— TASK OBJECTIVE —
Below are some records; find each line that carries the word "pixel" and copy it.

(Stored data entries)
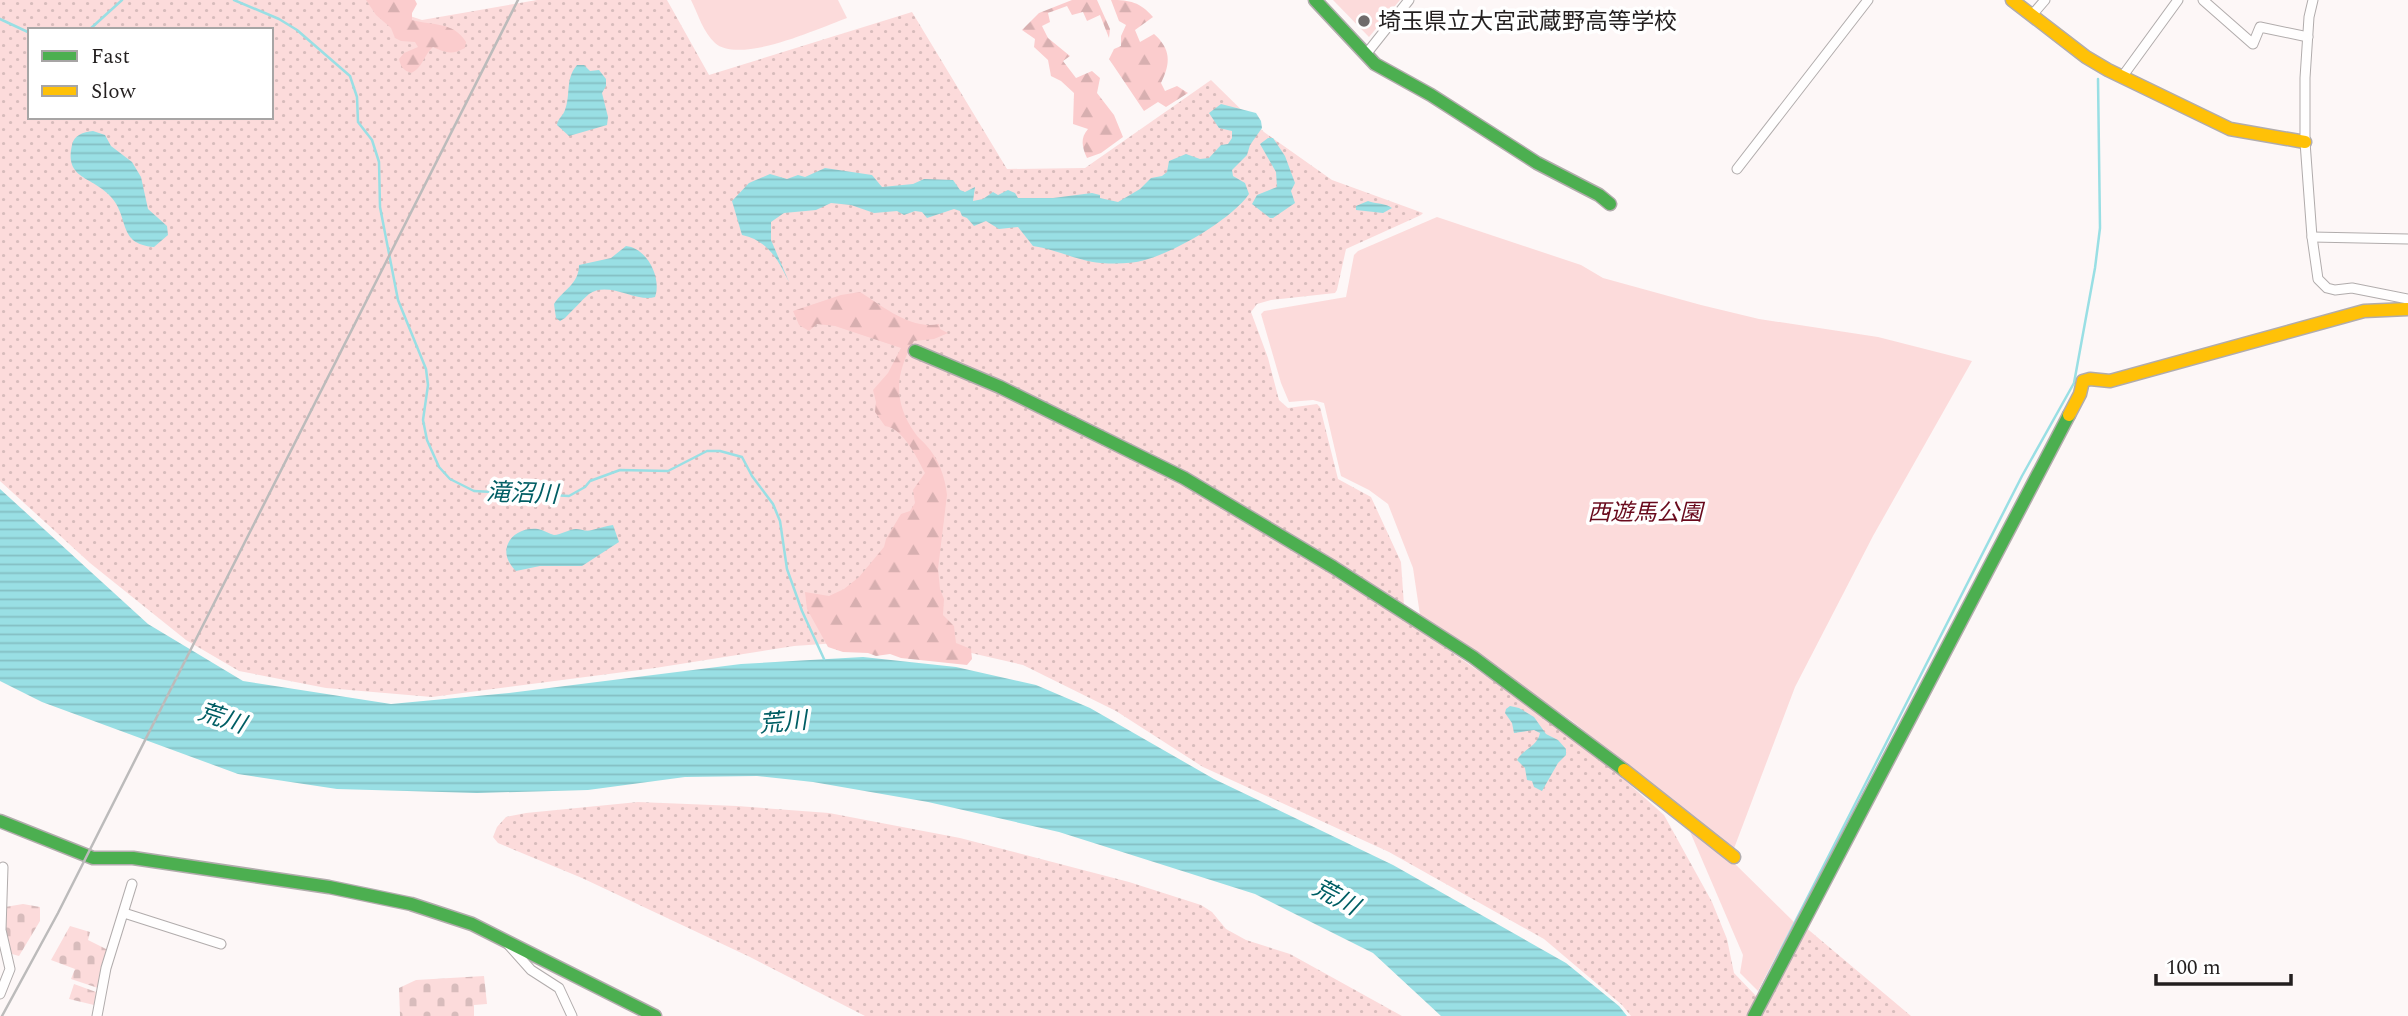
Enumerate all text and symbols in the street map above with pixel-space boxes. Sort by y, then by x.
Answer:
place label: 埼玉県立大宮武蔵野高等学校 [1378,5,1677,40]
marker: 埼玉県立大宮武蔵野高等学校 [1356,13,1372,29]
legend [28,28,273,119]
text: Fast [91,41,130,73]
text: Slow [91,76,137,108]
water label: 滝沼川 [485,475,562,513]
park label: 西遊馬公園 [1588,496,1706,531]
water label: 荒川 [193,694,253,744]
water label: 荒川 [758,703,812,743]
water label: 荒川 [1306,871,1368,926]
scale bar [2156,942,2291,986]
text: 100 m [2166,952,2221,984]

--

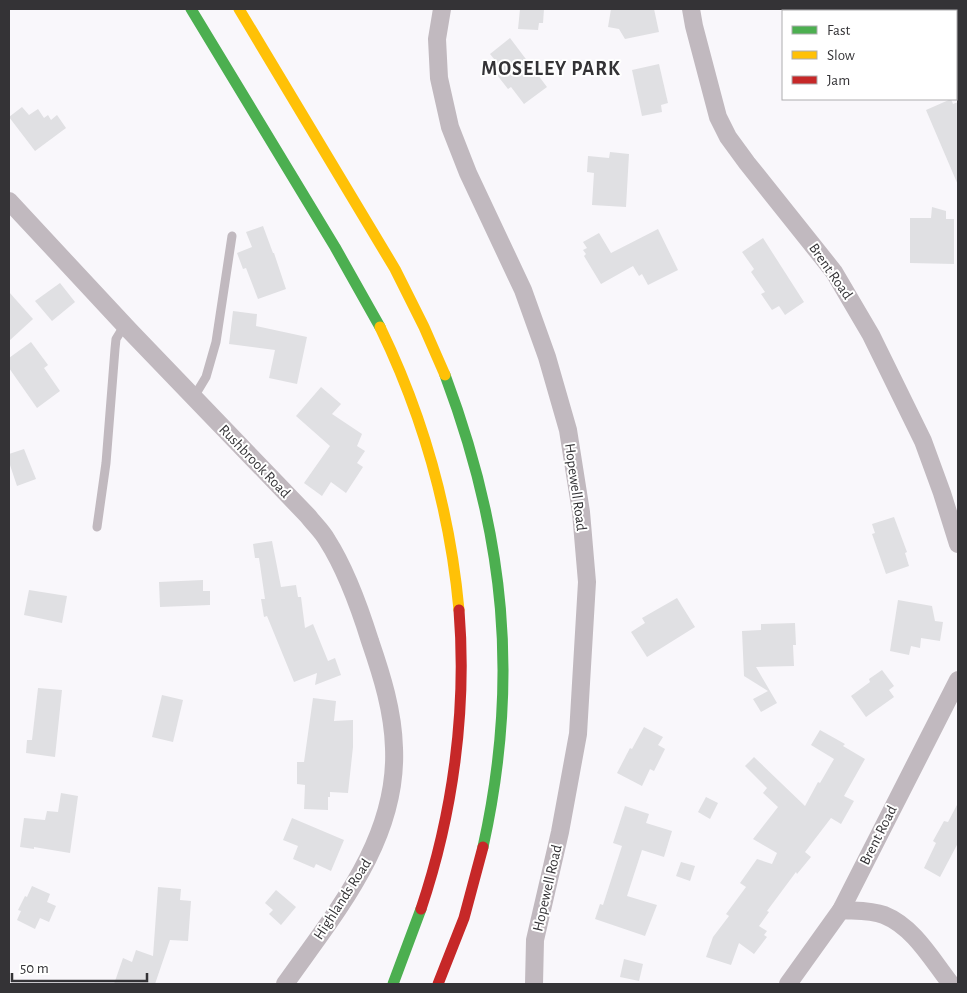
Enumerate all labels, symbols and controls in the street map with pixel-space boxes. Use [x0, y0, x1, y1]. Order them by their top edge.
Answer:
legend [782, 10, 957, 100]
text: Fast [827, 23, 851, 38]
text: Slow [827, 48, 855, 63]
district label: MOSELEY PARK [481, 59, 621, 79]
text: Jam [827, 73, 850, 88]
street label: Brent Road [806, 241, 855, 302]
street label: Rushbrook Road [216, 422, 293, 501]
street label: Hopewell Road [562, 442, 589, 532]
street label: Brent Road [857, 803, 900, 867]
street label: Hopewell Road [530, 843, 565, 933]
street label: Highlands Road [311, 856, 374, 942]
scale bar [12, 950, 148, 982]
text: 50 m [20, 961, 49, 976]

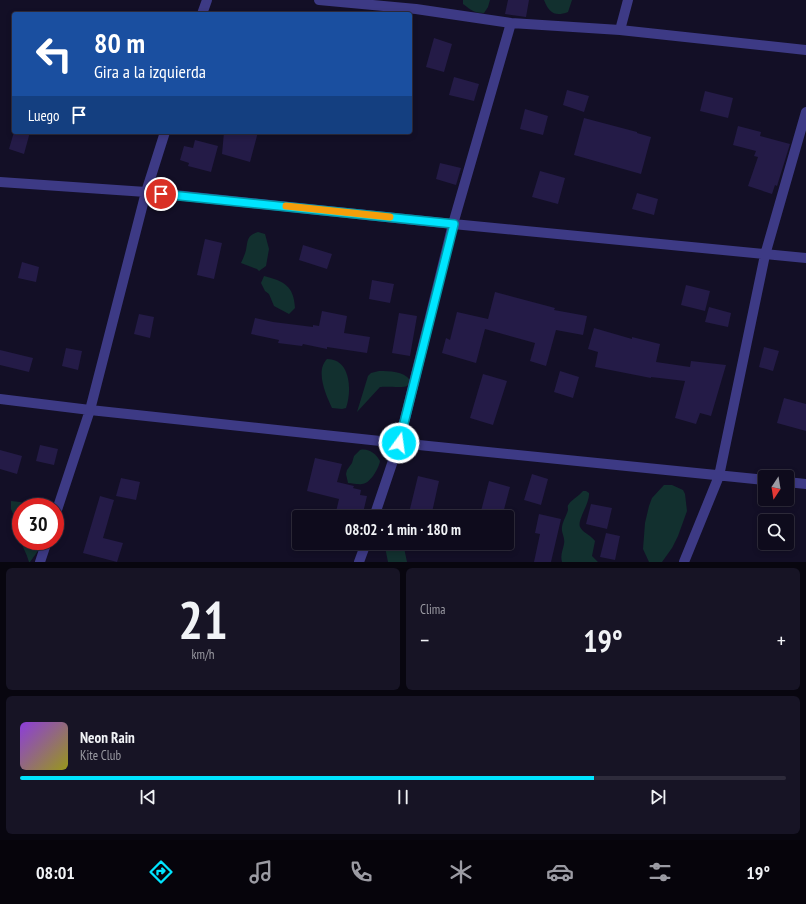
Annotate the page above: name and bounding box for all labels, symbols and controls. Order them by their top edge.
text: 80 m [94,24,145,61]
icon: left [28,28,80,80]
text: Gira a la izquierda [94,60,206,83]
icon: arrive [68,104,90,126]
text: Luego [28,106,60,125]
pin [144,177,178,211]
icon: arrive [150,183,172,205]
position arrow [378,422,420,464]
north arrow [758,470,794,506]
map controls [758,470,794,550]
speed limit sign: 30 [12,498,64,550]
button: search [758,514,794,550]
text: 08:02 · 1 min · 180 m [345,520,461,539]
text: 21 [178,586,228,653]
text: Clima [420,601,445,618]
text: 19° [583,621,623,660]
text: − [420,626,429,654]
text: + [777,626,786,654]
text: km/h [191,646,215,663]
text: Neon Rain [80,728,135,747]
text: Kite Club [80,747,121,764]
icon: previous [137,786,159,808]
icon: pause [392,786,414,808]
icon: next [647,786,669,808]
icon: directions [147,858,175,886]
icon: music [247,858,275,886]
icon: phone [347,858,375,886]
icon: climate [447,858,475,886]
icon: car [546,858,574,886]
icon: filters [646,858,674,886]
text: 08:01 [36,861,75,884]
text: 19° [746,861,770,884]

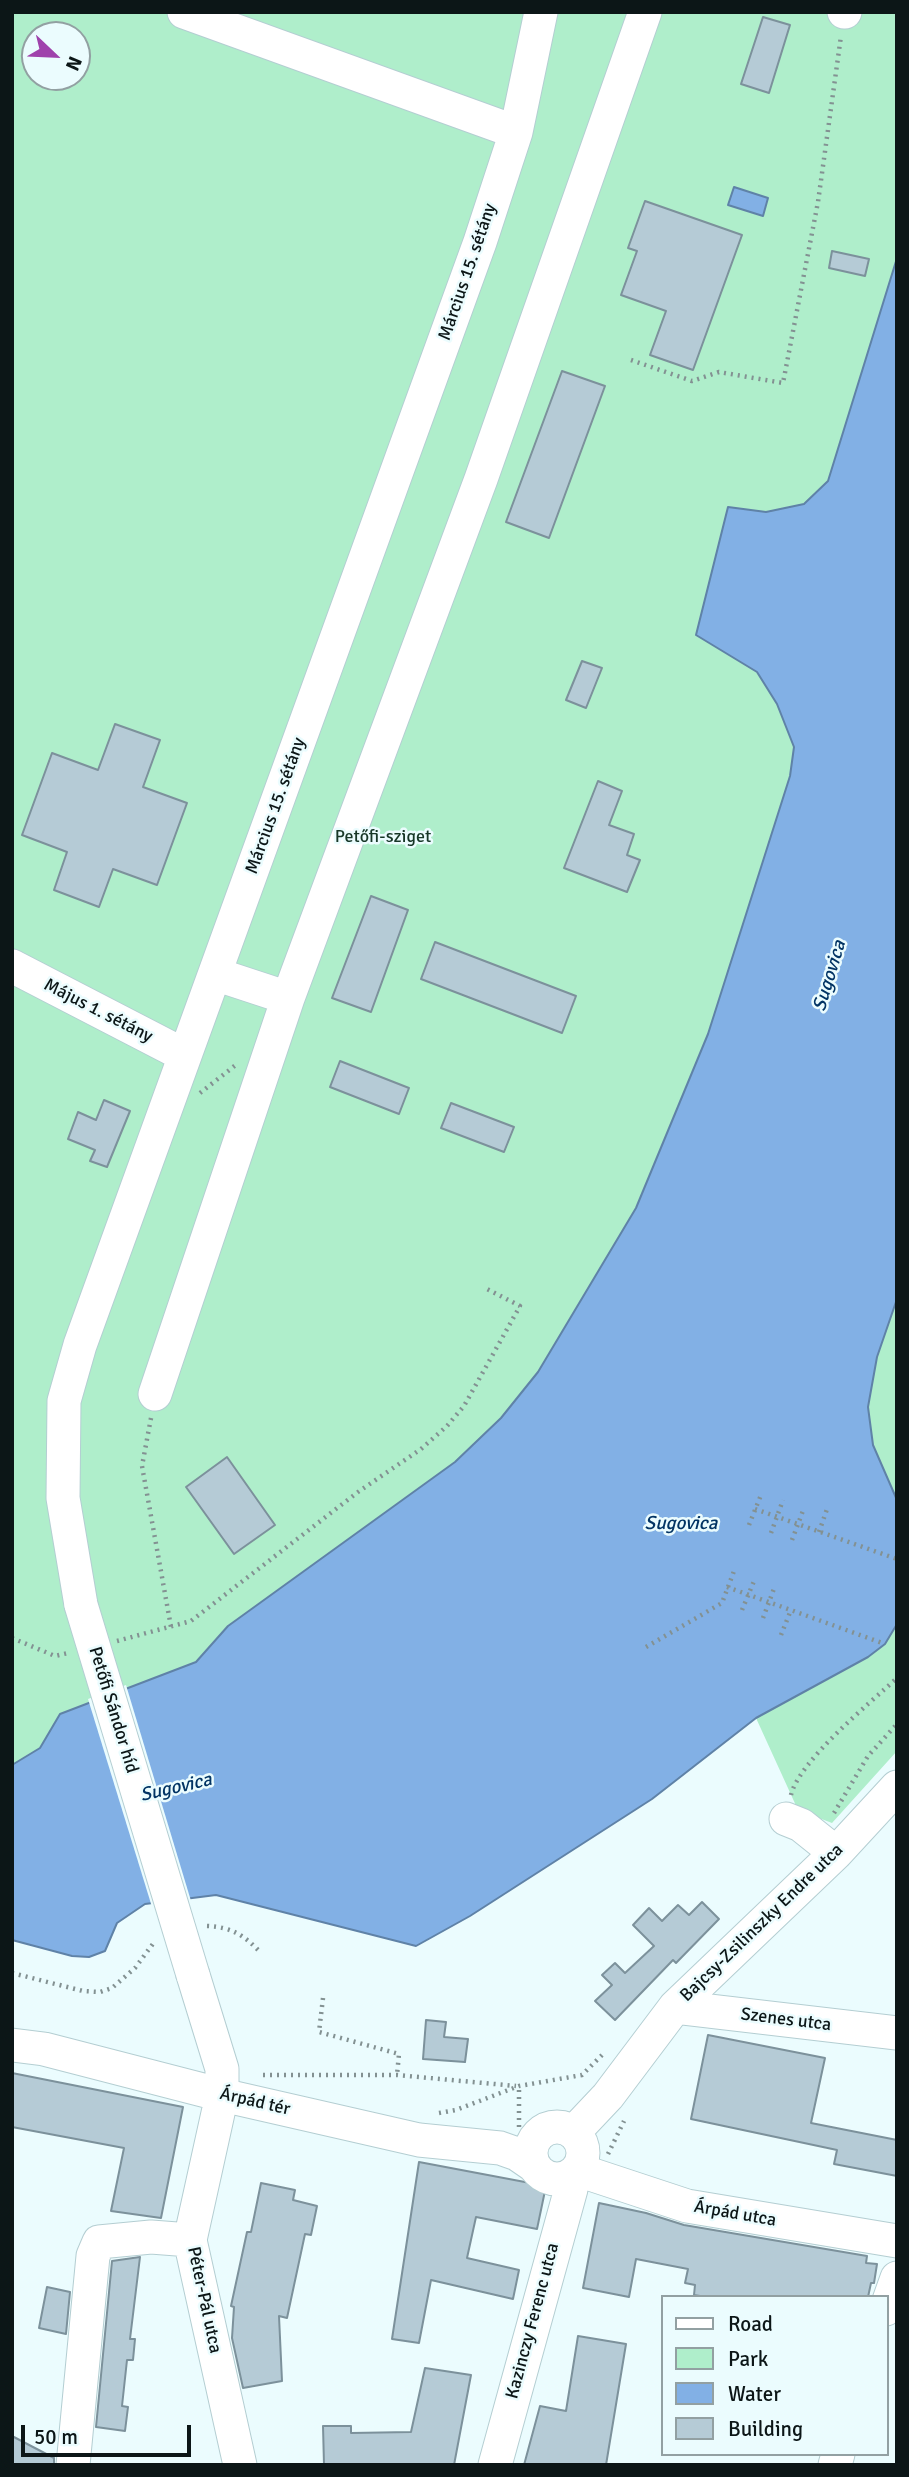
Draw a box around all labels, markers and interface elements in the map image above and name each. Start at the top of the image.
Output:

— TASK SOLUTION —
Enumerate all text and symbols in the street map above with pixel-space boxes. Sort by y, then by x.
Enumerate all labels, symbols and controls in the street map with pixel-space boxes. Use [x0, y0, x1, y1]. Order them by their top edge.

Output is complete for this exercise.